Find every line below with the string "they" and pick it out.

* Available data
□ □ □ □ □
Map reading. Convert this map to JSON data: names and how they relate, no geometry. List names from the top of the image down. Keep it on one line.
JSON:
□ □ □ □ □
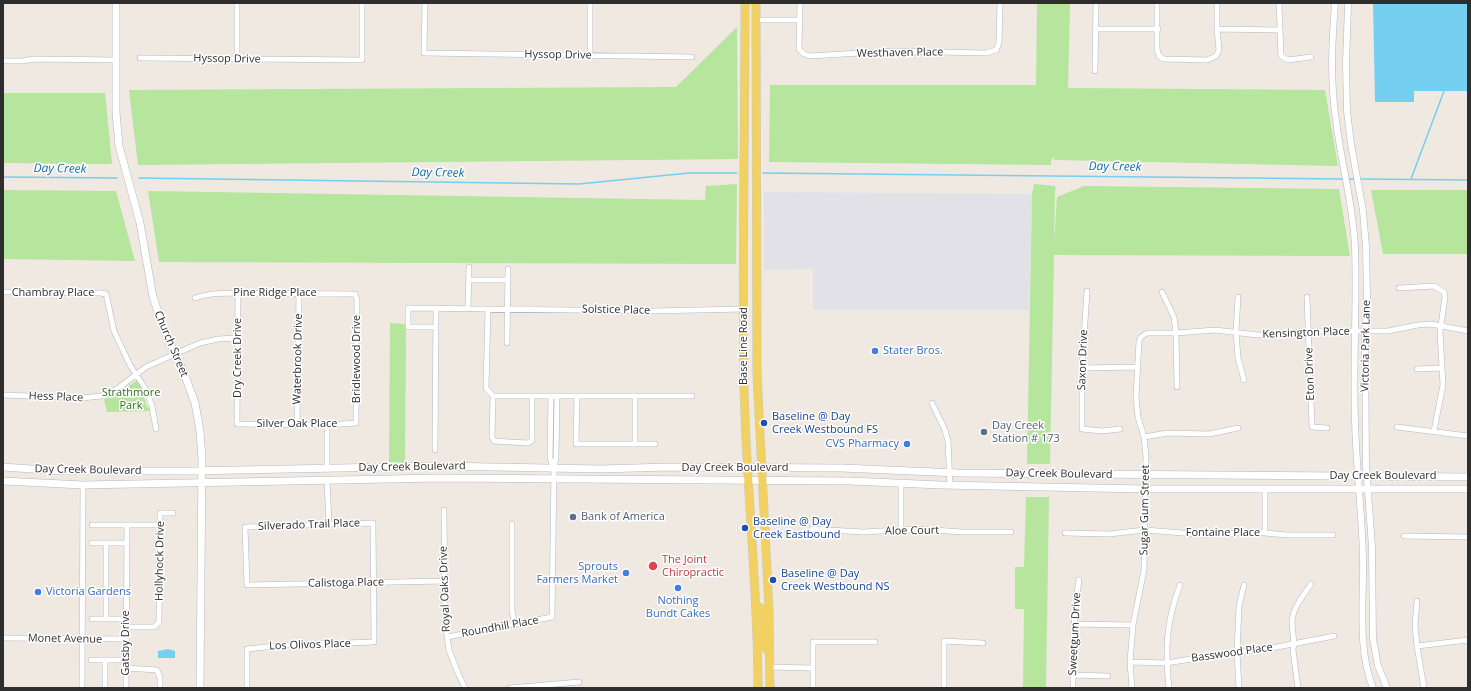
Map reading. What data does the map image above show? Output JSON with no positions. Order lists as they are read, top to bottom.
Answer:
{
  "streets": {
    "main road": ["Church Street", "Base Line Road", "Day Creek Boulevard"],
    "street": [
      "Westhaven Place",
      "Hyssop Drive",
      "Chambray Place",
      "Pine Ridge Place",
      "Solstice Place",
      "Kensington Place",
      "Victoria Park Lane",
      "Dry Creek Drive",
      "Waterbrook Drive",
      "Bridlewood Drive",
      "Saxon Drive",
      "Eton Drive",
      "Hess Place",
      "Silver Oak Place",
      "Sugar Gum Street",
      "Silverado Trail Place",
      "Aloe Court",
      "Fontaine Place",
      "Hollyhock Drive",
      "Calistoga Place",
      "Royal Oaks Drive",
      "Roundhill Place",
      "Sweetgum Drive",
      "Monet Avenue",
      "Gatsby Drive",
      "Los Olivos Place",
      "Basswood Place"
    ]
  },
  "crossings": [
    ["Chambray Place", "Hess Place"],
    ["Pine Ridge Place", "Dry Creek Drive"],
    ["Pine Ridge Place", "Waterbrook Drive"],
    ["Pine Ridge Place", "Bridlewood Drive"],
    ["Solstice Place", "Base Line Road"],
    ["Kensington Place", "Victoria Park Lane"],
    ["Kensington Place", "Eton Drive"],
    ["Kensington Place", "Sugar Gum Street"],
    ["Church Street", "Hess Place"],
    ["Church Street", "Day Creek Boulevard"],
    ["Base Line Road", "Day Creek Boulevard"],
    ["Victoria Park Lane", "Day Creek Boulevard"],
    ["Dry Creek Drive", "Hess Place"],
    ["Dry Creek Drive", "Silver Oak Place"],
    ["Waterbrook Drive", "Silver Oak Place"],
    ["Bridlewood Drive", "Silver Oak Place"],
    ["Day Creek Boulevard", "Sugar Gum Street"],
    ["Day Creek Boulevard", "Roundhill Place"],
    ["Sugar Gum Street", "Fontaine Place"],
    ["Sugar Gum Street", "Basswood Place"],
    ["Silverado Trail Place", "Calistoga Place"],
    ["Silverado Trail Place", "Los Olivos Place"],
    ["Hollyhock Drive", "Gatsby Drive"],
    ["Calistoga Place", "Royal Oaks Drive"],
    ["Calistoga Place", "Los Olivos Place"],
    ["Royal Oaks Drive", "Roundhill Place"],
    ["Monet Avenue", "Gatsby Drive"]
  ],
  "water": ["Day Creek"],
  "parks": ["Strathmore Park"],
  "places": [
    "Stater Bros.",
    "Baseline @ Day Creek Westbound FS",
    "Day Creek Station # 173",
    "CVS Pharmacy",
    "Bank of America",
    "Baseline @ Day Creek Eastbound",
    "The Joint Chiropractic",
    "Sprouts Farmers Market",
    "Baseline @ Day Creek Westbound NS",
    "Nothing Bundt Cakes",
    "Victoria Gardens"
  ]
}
□ □ □ □ □
* Output of the task
Map reading. Convert this map to JSON data: names and how they relate, no geometry. List names from the top of the image down. Keep it on one line.
Map reading. What data does the map image above show? Output JSON with no positions. Order lists as they are read, top to bottom.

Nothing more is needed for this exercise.